4. Sains modern telah mengebaikan teleology.
5. Dalam pandangan Islam, ada hierarki pengetahuan.
6. Di masa kita sekarang ini, sains-sains kemanusiaan, seperti psikologi dan sosiologi, berada di bawah pengaruh sains-sains fisika dan kealaman serta metodologinya.
7. Sains dalam pandangan Islam diharapkan memperlihatkan saling keterkaitan dari semua bagian alam semesta.
b. Fisika Kuantum
Persamaan relativitas umum Einstein memiliki beberapa solusi. Di antaranya adalah solusi-solusi yang secara tidak langsung menyatakan bahwa segala sesuatu di alam semesta ini mengembang dan juga melambat. Jika demikian halnya, alam semesta yang ada sekarang ini merupakan hasil dari suatu ledakan. Jadi, ia memiliki permulaan, dan pastilah ada sebab pertama. Pengamatan Edwin Hubble pada 1930-an mengindikasikan bahwa galaksi-galaksi memang mengembang dengan cara seperti yang diprediksikan oleh relativitas umum. Beberapa orang ahli astrofisika – termasuk H. Bondi, T. Gold, dan F. Hoyle – dengan teori keadaan tunak (steady state), berupaya menghindari adanya permulaan tersebut dengan menyarankan penciptaan secara berkelanjutan. Beberapa fisikawan lain, termasuk de Sitter, Tolman, dan Dicke, megusulkan sebuah alam semesta yang berosilasi (oscillating universe), yang bergerak melalui siklus-siklus eksplosi (ledakan ke luar) dan implosi (pengerutan ke dalam) yang tak berkesudahan. Baik teori keadaan tunak maupun teori osilasi tidak bisa mengatasi problem-problem kosmologi yang berkembang sehingga tidak popular lagi. Karya-karya S. Hawking, G. Ellis, dan R. Penrose pada akhir 1960-an menunjukkan bahwa jika persamaan-persamaan relativitas umum Einstein sahih dan kondisi-kondisi tertentu yang mensyaratkannya terpenuhi, ruang dan waktu pasti memiliki permulaan yang secara kebetulan berbarengan dengan permulaan materi dan energi. Ini dianggap oleh beberapa fisikawan beriman sebagai argument kuat bagi penciptaan oleh Tuhan.

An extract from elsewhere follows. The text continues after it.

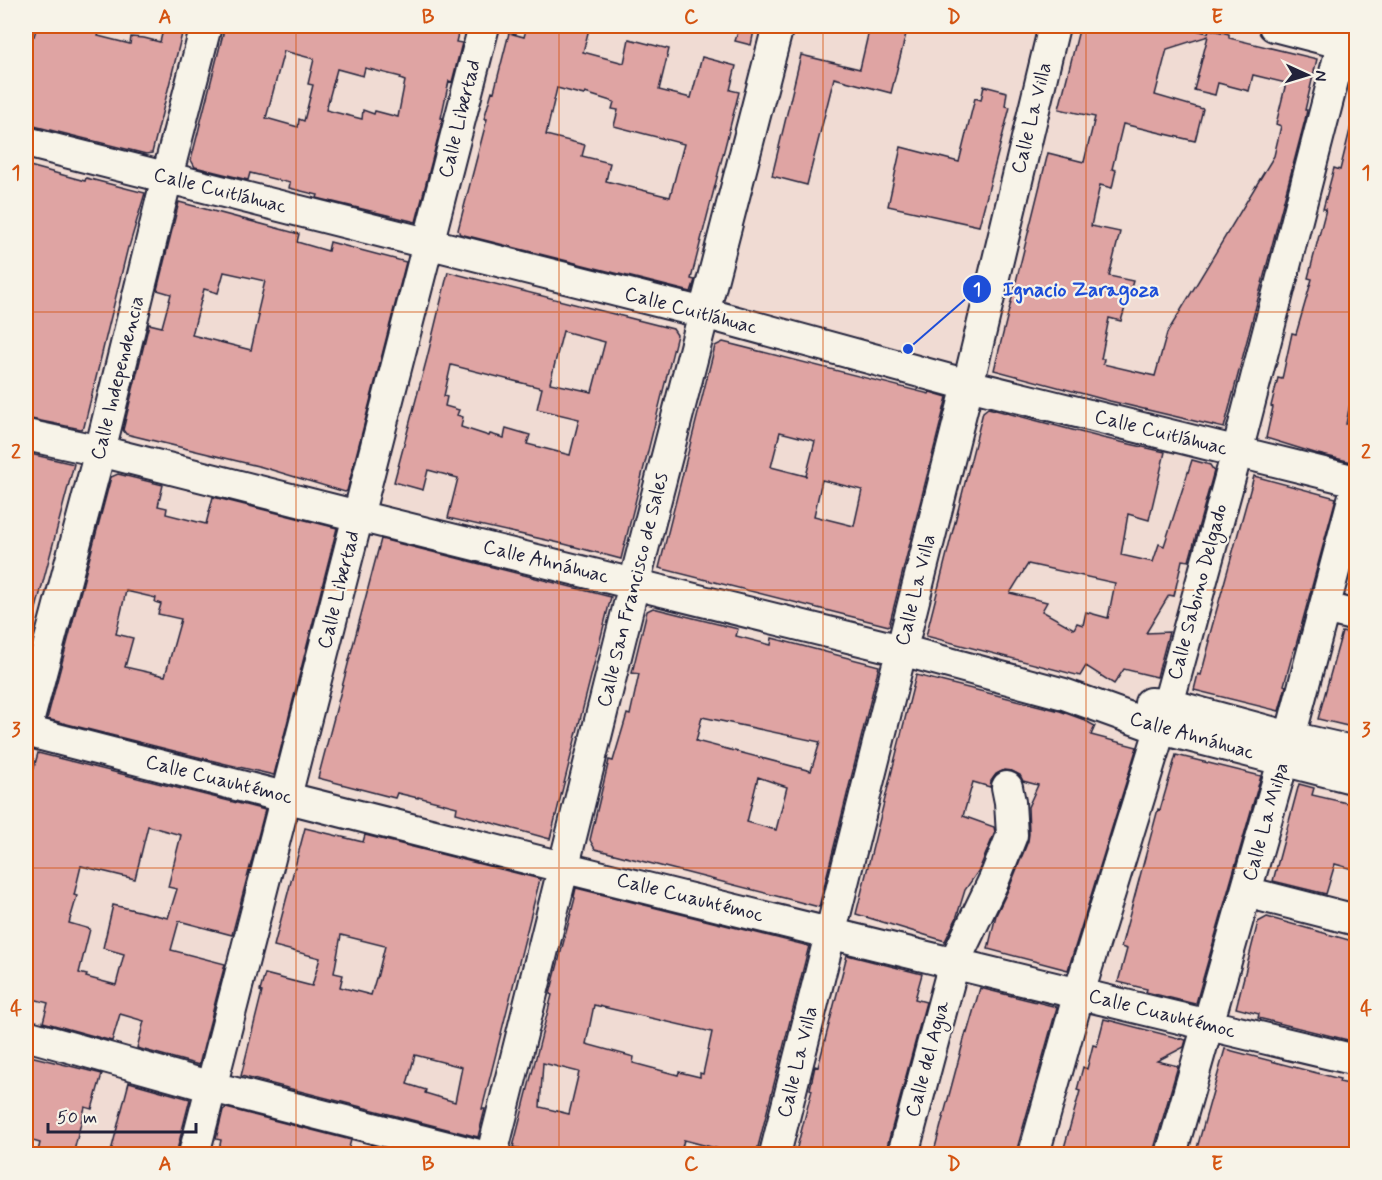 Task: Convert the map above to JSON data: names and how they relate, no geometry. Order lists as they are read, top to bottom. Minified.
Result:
{"streets":{"street":["Calle La Villa","Calle Libertad","Calle Cuitláhuac","Calle Independencia","Calle Ahnáhuac","Calle San Francisco de Sales","Calle Sabino Delgado","Calle Cuauhtémoc","Calle La Milpa","Calle del Agua"]},"crossings":[["Calle La Villa","Calle Cuitláhuac"],["Calle La Villa","Calle Ahnáhuac"],["Calle La Villa","Calle Cuauhtémoc"],["Calle Libertad","Calle Cuitláhuac"],["Calle Libertad","Calle Ahnáhuac"],["Calle Libertad","Calle Cuauhtémoc"],["Calle Cuitláhuac","Calle Independencia"],["Calle Cuitláhuac","Calle San Francisco de Sales"],["Calle Cuitláhuac","Calle Sabino Delgado"],["Calle Independencia","Calle Ahnáhuac"],["Calle Independencia","Calle Cuauhtémoc"],["Calle Ahnáhuac","Calle San Francisco de Sales"],["Calle Ahnáhuac","Calle Sabino Delgado"],["Calle Ahnáhuac","Calle La Milpa"],["Calle San Francisco de Sales","Calle Cuauhtémoc"],["Calle Sabino Delgado","Calle Cuauhtémoc"],["Calle Cuauhtémoc","Calle La Milpa"],["Calle Cuauhtémoc","Calle del Agua"]],"places":["Ignacio Zaragoza"],"scale_bar":"50 m","north":"right","grid":{"columns":["A","B","C","D","E"],"rows":["1","2","3","4"]}}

Dalam tiga puluh tahun terakhir, beberapa kosmologi berupaya menghindari pemikiran tertang permulaan (yakni singularitas inisial) dengan mengusulkan bahwa alam semesta merupakan suatu fluktual kuantum yang muncul dari keadaan vakum yang berisi medan-medan kuantum. Tetapi, vakum kuantum mereka itu jauh dari vakum mutlak. Kita harus mengasumsikan hokum-hukum dan medan-medan tertentu sebagai latar belakang. Di lain pihak, J. Hartle dan S. Hawking, dengan menerapkan prinsip-prinsip mekanika kuantum pada tentuman besar dan menggunakan konsep waktu-imajiner, berupaya menunjukkan bahwa ruang-waktu bersifat terbatas tetapi tidak memiliki batas-batas. Jadi, dengan menafikan penciptaan dalam waktu, mereka berupaya menjadikan eksistensi Tuhan sebagai sesuatu yang berlebihan.[4]
c. Integrasi
Sesungguhnya orang-orang yang mendustakan dan sombong kepada ayat-ayat Kami, tidak akan dibukakan bagi mereka pintu-pintu langit, dan mereka tidak akan masuk surga, sampai unta bisa masuk ke lubang jarum, dan begitulah balasan untuk orang yang terkutuk. (Qs. A'raf 7: 40)
Kitab tafsir menjelaskan bahwa ayat di atas mengandung ajaran keimanan dan akhlak. Orang kafir dan sombong tidak mungkin masuk surga, sebagaimana mustahilnya unta masuk lubang jarum. Tetapi benarkah itu mustahil?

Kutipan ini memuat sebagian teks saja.